DNS changes to make at GoDaddy (queued, fires when login lands)

The moment Jim shares the GoDaddy login, run these in order. Total time at the registrar: about 15 minutes. No client involvement needed.

Round 1 — immediate (run within 30 min of getting access)

1. Audit before changing anything

dig +short A bensontheatre.org
dig +short MX bensontheatre.org
dig +short TXT bensontheatre.org
dig +short NS bensontheatre.org

Save the output as a snapshot in case we need to revert. Drop into BLOCKERS.md cleared section with timestamp.

2. Add SPF record

Add as TXT record at root (@):

v=spf1 include:_spf.google.com ~all

Why: every email from bensontheatre.org is currently unauthenticated. SPF tells receiving mail servers that Google Workspace is the legitimate sender. Without it, newsletters and form notifications spam-filter.

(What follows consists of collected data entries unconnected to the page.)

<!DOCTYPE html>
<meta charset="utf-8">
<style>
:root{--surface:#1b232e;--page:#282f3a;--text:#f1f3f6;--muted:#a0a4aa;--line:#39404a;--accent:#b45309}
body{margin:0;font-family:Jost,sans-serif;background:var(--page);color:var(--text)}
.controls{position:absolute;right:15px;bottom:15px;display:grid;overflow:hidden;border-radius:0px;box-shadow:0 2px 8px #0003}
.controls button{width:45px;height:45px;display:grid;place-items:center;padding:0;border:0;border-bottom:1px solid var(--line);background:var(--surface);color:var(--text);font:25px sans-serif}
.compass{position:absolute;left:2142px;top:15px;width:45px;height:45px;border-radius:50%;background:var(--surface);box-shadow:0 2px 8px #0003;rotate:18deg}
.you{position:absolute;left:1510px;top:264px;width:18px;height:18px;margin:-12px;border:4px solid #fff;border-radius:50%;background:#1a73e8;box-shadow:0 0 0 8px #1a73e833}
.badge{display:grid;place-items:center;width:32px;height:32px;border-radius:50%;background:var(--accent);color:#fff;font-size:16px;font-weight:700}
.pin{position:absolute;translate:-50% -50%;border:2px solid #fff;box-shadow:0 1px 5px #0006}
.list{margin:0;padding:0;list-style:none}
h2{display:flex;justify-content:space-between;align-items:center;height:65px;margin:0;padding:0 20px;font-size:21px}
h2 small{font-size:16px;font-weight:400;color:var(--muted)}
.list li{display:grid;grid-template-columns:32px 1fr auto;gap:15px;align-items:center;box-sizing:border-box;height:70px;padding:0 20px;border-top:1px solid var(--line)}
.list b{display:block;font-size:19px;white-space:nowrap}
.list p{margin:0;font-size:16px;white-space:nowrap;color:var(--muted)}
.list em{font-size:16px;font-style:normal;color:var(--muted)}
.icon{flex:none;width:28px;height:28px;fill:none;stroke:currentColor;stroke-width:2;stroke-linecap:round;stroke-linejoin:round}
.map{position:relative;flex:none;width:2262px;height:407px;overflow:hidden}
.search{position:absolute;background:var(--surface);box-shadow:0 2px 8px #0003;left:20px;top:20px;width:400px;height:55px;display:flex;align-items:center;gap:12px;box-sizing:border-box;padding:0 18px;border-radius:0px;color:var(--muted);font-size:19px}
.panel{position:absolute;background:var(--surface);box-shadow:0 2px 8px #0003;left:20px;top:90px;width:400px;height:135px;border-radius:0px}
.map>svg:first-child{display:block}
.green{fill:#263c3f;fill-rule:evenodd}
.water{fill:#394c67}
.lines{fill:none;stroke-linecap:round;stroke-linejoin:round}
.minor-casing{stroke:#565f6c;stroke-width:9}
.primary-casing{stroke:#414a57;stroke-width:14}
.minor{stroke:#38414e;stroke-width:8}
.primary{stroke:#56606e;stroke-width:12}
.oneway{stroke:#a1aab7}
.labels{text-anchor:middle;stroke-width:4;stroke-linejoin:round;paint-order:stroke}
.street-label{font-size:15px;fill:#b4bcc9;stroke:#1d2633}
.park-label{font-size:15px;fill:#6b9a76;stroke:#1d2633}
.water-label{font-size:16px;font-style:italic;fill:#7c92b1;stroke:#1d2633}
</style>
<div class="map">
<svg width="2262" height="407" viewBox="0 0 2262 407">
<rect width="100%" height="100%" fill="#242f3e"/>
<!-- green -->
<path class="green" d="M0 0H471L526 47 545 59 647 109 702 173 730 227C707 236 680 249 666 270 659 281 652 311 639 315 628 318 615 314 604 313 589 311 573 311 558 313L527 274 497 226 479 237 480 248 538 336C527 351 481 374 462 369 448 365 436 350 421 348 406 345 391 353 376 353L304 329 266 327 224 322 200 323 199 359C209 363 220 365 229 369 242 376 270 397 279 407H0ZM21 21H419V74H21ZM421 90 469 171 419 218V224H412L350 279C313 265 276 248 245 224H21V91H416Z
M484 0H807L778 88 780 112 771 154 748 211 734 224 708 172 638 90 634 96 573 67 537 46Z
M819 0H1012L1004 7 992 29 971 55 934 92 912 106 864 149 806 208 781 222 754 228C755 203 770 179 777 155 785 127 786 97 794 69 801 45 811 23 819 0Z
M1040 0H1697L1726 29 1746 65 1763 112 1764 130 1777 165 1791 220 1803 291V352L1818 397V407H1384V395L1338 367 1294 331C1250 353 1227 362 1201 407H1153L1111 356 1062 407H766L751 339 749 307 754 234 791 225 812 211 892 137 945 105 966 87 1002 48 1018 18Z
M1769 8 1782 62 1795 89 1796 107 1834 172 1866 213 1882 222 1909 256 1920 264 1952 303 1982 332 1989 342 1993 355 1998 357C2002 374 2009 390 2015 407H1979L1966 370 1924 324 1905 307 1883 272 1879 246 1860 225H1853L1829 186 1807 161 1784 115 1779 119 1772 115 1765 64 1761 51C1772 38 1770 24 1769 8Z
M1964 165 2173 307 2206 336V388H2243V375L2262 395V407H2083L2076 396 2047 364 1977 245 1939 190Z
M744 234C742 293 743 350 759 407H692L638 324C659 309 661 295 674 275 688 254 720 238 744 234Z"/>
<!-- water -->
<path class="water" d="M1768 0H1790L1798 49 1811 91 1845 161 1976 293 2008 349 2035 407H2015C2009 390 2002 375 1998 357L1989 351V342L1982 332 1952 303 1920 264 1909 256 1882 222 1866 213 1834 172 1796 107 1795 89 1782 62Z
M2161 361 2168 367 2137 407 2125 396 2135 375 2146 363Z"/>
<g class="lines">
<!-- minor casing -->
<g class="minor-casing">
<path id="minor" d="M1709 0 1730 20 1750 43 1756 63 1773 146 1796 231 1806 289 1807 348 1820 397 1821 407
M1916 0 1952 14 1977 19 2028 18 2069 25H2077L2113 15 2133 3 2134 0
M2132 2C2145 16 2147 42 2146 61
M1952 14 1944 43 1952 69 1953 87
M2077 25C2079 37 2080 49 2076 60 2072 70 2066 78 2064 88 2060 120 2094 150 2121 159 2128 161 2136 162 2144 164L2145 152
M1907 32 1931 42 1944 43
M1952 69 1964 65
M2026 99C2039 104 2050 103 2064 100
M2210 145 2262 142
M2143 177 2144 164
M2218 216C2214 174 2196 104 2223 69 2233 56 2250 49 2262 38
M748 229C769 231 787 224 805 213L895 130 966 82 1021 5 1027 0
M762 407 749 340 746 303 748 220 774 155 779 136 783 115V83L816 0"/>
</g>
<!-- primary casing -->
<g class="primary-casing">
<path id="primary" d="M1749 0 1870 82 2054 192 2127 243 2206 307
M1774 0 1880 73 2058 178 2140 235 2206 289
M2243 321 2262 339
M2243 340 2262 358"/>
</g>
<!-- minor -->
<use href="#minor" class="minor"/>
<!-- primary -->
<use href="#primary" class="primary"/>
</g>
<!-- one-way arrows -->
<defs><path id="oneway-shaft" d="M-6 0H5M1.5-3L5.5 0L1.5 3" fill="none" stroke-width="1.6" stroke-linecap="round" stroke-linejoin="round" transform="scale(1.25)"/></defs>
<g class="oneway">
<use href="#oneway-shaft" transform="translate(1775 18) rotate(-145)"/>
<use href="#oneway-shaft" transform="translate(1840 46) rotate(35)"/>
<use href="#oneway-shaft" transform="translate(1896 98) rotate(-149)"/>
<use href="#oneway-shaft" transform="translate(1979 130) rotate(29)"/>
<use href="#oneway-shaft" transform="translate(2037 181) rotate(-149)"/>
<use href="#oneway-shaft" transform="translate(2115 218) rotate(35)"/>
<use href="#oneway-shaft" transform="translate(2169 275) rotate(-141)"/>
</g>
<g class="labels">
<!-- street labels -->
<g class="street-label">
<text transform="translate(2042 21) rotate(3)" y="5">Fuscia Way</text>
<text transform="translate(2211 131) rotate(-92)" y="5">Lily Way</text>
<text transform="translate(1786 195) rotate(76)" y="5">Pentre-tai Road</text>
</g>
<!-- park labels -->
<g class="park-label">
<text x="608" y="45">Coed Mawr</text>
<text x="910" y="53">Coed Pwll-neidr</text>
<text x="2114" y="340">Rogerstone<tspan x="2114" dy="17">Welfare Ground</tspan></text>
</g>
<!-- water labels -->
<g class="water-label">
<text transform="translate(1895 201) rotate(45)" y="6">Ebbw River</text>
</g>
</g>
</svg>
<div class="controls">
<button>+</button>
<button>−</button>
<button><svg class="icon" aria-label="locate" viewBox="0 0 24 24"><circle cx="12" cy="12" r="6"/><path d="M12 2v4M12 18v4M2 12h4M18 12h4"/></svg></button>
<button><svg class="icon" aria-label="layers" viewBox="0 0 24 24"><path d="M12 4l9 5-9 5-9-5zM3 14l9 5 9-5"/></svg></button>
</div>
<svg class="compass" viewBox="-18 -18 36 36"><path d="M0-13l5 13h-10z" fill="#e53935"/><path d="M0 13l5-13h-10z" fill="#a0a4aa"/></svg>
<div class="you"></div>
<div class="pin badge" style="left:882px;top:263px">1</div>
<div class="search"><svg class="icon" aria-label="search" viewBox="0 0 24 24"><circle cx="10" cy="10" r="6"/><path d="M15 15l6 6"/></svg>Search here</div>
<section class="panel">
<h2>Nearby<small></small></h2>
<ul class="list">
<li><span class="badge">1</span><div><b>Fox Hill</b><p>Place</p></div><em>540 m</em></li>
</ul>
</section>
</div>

If we add SendGrid for transactional email, update later to:

v=spf1 include:_spf.google.com include:sendgrid.net ~all

3. Drop the stale Microsoft 365 verification token

Remove the TXT record MS=ms29607555. Leftover from a Microsoft 365 setup that never went anywhere; the live system is Google Workspace.

4. Add Google domain verification token (if rolling fresh GA4 / GSC)

Per Phase 1 of analytics setup: when we add the new GA4 + Google Search Console, Google will hand us a TXT verification record. Add that here.

Format usually: google-site-verification=<token>

Round 2 — Workspace recovery (24-48 hr after Round 1)

5. DKIM record

Once Workspace super admin is recovered (separate flow): - In admin.google.com, generate the DKIM key under Apps → Google Workspace → Gmail → Authenticate email - Publish the public key as TXT at: google._domainkey.bensontheatre.org

After publishing, return to admin.google.com and click "Start authentication." Google verifies and turns on DKIM signing.

6. Tighten DMARC

Current DMARC is v=DMARC1; p=none; (monitor only). After SPF + DKIM are observing for a few days with no legitimate email being marked spam, tighten:

v=DMARC1; p=quarantine; rua=mailto:dmarc@bensontheatre.org

Then later (~30 days observed clean):

v=DMARC1; p=reject; rua=mailto:dmarc@bensontheatre.org

Round 3 — DNS cutover at launch (the big one)

Run 24-48 hours before flipping DNS:

7. Drop A record TTL

Lower the TTL on the existing A record from default (usually 1 hour) to 300 seconds. This means once we flip the IP, the change propagates within 5 minutes instead of an hour.

8. Confirm SSL is provisioned at the new host

Don't flip DNS until the new host has issued SSL for bensontheatre.org. Check with Flywheel or Kinsta dashboard before swap.

9. Swap A record IP

Change the A record from 151.101.66.159 (Fastly / Shape Society's Flywheel) to the new host's IP.

10. Monitor

Watch DNS propagation:

dig +short A bensontheatre.org
# repeat every 5 min for the first hour

Verify the site loads from the new host. Verify SSL is valid. Verify email is still receiving (test send to admin@bensontheatre.org).

11. After 24-48 hours stable

Bump TTL back up to 3600 (1 hour) or 86400 (24 hours).

What does NOT change

These records stay exactly as they are during cutover:

If something goes wrong

Every change above is reversible. Keep the Round 1 dig output as a snapshot. Worst case, paste old values back into GoDaddy DNS panel.

Flywheel and Kinsta both keep snapshots — if the new host has an issue, we can revert the A record while we troubleshoot. The old Shape Society install is still running on the old IP unless someone shuts it down, so reverting just resumes service from there.